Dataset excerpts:
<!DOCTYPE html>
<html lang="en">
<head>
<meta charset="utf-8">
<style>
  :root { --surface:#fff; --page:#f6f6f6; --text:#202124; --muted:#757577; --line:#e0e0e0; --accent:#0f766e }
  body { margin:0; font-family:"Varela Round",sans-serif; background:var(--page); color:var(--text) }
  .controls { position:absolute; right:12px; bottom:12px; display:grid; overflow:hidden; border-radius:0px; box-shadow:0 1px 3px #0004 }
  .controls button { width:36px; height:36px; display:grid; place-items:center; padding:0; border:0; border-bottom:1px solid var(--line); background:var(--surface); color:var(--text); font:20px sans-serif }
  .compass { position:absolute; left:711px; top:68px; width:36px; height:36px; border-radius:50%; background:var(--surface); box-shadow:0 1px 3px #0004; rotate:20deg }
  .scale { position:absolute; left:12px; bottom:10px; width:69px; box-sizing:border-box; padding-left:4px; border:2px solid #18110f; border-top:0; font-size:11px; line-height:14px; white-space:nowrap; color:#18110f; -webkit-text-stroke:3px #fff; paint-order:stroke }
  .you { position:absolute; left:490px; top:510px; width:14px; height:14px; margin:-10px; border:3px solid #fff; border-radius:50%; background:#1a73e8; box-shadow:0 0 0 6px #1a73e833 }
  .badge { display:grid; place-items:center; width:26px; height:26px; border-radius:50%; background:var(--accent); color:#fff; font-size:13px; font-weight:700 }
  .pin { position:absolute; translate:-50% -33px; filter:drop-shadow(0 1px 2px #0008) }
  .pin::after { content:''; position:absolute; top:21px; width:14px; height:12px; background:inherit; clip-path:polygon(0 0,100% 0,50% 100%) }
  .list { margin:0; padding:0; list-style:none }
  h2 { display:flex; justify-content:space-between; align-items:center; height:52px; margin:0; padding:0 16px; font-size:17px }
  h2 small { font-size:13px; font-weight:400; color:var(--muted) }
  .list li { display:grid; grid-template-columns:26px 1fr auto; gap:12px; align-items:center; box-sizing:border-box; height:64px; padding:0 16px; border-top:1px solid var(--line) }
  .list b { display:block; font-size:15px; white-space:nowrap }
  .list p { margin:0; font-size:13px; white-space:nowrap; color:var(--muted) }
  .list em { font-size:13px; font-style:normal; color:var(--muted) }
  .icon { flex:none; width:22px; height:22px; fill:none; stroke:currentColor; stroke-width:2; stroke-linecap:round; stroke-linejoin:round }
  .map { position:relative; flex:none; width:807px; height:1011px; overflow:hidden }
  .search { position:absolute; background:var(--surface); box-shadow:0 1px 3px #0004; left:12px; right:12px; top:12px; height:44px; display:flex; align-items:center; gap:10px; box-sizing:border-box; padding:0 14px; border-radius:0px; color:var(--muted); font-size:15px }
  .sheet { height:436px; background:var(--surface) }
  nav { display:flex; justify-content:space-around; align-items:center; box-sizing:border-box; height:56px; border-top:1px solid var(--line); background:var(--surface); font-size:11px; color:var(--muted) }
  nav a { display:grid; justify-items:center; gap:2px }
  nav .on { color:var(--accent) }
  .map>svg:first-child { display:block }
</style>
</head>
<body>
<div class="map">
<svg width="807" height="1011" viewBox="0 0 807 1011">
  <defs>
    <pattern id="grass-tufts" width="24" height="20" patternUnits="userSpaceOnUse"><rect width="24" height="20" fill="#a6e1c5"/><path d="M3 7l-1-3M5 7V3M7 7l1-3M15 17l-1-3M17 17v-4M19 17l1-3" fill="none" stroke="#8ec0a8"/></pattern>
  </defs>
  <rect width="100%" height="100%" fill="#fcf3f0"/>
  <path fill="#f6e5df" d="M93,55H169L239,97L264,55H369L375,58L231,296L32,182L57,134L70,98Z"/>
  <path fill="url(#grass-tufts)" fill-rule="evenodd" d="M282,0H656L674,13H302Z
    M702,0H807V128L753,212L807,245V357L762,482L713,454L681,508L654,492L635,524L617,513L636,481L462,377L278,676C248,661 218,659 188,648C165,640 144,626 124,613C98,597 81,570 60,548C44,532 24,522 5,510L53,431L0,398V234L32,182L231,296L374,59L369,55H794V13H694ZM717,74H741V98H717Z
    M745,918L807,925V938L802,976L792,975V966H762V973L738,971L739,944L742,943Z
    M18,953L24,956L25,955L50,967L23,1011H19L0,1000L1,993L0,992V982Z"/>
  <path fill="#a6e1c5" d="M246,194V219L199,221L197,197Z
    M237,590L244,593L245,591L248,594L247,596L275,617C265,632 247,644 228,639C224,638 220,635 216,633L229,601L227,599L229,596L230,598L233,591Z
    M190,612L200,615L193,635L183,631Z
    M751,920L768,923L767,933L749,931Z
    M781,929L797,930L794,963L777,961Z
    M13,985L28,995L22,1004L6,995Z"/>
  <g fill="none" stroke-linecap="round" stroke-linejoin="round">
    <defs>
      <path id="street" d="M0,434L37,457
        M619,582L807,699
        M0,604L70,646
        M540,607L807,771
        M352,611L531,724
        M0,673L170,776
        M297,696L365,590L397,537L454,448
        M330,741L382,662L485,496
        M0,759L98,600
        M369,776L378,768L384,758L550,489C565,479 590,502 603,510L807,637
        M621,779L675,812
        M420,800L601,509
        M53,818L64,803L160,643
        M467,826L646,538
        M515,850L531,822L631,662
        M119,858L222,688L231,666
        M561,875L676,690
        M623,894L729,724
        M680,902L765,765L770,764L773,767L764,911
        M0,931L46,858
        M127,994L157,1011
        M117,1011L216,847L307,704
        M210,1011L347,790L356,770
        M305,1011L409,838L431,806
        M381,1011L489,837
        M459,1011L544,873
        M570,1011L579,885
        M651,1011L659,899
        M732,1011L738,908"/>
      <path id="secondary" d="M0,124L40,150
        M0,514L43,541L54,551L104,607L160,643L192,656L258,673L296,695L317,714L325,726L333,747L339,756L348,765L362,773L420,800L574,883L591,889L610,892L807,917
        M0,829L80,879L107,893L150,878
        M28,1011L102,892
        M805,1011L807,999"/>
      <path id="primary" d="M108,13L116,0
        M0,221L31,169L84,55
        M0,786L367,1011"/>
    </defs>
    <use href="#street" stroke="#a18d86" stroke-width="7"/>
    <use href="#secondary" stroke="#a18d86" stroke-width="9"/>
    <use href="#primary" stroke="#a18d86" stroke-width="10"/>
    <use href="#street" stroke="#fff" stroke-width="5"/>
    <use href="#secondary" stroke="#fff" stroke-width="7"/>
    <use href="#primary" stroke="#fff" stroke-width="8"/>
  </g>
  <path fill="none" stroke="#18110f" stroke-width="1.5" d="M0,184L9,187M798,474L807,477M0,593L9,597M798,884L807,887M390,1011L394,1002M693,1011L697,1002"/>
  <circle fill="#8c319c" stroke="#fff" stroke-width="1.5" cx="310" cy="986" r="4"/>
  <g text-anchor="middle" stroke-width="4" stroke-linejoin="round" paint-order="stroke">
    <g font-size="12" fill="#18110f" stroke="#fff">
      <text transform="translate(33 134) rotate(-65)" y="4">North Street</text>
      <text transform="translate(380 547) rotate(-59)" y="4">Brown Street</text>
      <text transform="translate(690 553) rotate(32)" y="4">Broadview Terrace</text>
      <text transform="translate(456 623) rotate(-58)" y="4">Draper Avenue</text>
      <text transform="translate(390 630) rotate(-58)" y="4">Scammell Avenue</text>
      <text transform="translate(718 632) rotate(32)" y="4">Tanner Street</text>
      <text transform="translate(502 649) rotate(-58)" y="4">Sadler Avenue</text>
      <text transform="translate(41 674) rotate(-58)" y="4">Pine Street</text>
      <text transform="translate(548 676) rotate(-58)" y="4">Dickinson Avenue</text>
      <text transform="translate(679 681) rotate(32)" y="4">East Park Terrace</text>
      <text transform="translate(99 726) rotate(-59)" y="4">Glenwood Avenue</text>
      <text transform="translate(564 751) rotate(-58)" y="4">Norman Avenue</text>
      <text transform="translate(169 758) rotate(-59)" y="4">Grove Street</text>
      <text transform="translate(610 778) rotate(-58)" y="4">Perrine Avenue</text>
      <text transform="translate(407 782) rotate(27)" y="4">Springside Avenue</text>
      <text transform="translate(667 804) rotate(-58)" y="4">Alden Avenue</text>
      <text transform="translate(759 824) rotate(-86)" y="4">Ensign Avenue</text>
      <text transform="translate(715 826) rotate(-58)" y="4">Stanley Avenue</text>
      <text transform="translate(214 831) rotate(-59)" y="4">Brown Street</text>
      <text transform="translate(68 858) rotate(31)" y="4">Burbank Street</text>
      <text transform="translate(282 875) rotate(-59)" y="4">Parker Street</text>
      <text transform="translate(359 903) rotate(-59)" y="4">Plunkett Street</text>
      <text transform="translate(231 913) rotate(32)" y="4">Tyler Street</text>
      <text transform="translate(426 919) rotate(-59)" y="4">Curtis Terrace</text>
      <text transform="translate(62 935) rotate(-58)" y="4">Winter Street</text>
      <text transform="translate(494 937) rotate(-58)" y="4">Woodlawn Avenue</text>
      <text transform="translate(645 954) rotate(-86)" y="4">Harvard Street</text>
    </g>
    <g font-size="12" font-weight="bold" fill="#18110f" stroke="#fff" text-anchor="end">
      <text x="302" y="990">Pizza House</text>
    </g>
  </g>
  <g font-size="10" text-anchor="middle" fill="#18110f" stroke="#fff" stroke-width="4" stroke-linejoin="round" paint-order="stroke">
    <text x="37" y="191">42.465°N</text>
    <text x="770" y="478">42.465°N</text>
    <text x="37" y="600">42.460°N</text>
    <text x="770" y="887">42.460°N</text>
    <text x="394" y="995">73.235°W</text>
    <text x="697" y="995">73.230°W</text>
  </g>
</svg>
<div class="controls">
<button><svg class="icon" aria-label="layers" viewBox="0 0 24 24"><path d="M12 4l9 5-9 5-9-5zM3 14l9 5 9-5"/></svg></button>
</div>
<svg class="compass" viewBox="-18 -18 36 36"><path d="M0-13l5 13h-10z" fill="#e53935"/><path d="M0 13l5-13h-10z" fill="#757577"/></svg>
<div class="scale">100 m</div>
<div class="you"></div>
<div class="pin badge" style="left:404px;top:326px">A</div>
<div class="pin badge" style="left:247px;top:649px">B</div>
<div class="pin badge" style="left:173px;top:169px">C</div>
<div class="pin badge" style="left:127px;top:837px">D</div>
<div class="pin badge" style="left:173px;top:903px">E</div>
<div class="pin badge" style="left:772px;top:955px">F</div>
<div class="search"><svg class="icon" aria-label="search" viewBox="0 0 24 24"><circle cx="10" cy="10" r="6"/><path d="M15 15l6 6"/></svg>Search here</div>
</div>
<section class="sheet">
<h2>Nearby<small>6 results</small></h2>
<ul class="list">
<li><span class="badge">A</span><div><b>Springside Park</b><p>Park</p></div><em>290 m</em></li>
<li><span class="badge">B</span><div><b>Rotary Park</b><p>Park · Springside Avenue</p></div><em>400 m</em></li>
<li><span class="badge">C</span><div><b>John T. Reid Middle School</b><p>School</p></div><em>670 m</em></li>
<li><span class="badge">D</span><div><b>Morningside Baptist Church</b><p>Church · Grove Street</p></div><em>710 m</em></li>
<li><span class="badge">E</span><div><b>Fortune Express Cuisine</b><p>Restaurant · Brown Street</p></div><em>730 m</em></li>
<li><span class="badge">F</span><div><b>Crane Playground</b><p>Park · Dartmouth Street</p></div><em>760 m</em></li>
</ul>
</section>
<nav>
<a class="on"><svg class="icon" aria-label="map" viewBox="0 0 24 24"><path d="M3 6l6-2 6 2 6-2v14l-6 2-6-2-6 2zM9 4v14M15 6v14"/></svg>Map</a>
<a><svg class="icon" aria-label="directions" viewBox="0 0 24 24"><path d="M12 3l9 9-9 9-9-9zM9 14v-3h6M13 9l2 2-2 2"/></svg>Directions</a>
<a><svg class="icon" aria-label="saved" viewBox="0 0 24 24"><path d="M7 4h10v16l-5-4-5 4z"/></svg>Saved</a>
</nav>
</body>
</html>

*About this exercise*.
Collect the complete line wherever the string "serif" appears in the records.

*Written solution*.
  body { margin:0; font-family:"Varela Round",sans-serif; background:var(--page); color:var(--text) }
  .controls button { width:36px; height:36px; display:grid; place-items:center; padding:0; border:0; border-bottom:1px solid var(--line); background:var(--surface); color:var(--text); font:20px sans-serif }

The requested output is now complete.